:: WORK ITEM ::
Write out every line of the data below exactly as given.
**** DATASET EXTRACT ****
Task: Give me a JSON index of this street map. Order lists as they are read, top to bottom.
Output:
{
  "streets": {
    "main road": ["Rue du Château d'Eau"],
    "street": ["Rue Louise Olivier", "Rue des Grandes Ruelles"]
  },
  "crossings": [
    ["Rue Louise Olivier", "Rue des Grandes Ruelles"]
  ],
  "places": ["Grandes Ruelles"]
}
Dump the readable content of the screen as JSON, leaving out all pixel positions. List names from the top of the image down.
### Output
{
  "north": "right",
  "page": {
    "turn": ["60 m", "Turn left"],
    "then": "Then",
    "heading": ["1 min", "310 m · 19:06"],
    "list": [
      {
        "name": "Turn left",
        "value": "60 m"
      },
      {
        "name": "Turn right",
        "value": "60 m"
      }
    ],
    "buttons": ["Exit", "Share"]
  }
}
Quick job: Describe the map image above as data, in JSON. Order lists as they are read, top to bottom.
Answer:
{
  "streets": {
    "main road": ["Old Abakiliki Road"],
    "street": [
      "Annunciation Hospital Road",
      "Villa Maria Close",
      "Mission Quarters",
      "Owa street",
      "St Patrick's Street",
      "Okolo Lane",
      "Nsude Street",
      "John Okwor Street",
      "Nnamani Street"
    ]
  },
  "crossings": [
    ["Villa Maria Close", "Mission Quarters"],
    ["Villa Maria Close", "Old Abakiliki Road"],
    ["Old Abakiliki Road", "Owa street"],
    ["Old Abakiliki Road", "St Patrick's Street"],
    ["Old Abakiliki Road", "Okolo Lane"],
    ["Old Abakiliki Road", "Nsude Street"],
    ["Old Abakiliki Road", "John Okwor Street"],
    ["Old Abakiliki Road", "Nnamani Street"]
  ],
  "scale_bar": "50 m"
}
****
:: WRITTEN RESPONSE ::
Task: Give me a JSON index of this street map. Order lists as they are read, top to bottom.
Output:
{
  "streets": {
    "main road": ["Rue du Château d'Eau"],
    "street": ["Rue Louise Olivier", "Rue des Grandes Ruelles"]
  },
  "crossings": [
    ["Rue Louise Olivier", "Rue des Grandes Ruelles"]
  ],
  "places": ["Grandes Ruelles"]
}
Dump the readable content of the screen as JSON, leaving out all pixel positions. List names from the top of the image down.
### Output
{
  "north": "right",
  "page": {
    "turn": ["60 m", "Turn left"],
    "then": "Then",
    "heading": ["1 min", "310 m · 19:06"],
    "list": [
      {
        "name": "Turn left",
        "value": "60 m"
      },
      {
        "name": "Turn right",
        "value": "60 m"
      }
    ],
    "buttons": ["Exit", "Share"]
  }
}
Quick job: Describe the map image above as data, in JSON. Order lists as they are read, top to bottom.
Answer:
{
  "streets": {
    "main road": ["Old Abakiliki Road"],
    "street": [
      "Annunciation Hospital Road",
      "Villa Maria Close",
      "Mission Quarters",
      "Owa street",
      "St Patrick's Street",
      "Okolo Lane",
      "Nsude Street",
      "John Okwor Street",
      "Nnamani Street"
    ]
  },
  "crossings": [
    ["Villa Maria Close", "Mission Quarters"],
    ["Villa Maria Close", "Old Abakiliki Road"],
    ["Old Abakiliki Road", "Owa street"],
    ["Old Abakiliki Road", "St Patrick's Street"],
    ["Old Abakiliki Road", "Okolo Lane"],
    ["Old Abakiliki Road", "Nsude Street"],
    ["Old Abakiliki Road", "John Okwor Street"],
    ["Old Abakiliki Road", "Nnamani Street"]
  ],
  "scale_bar": "50 m"
}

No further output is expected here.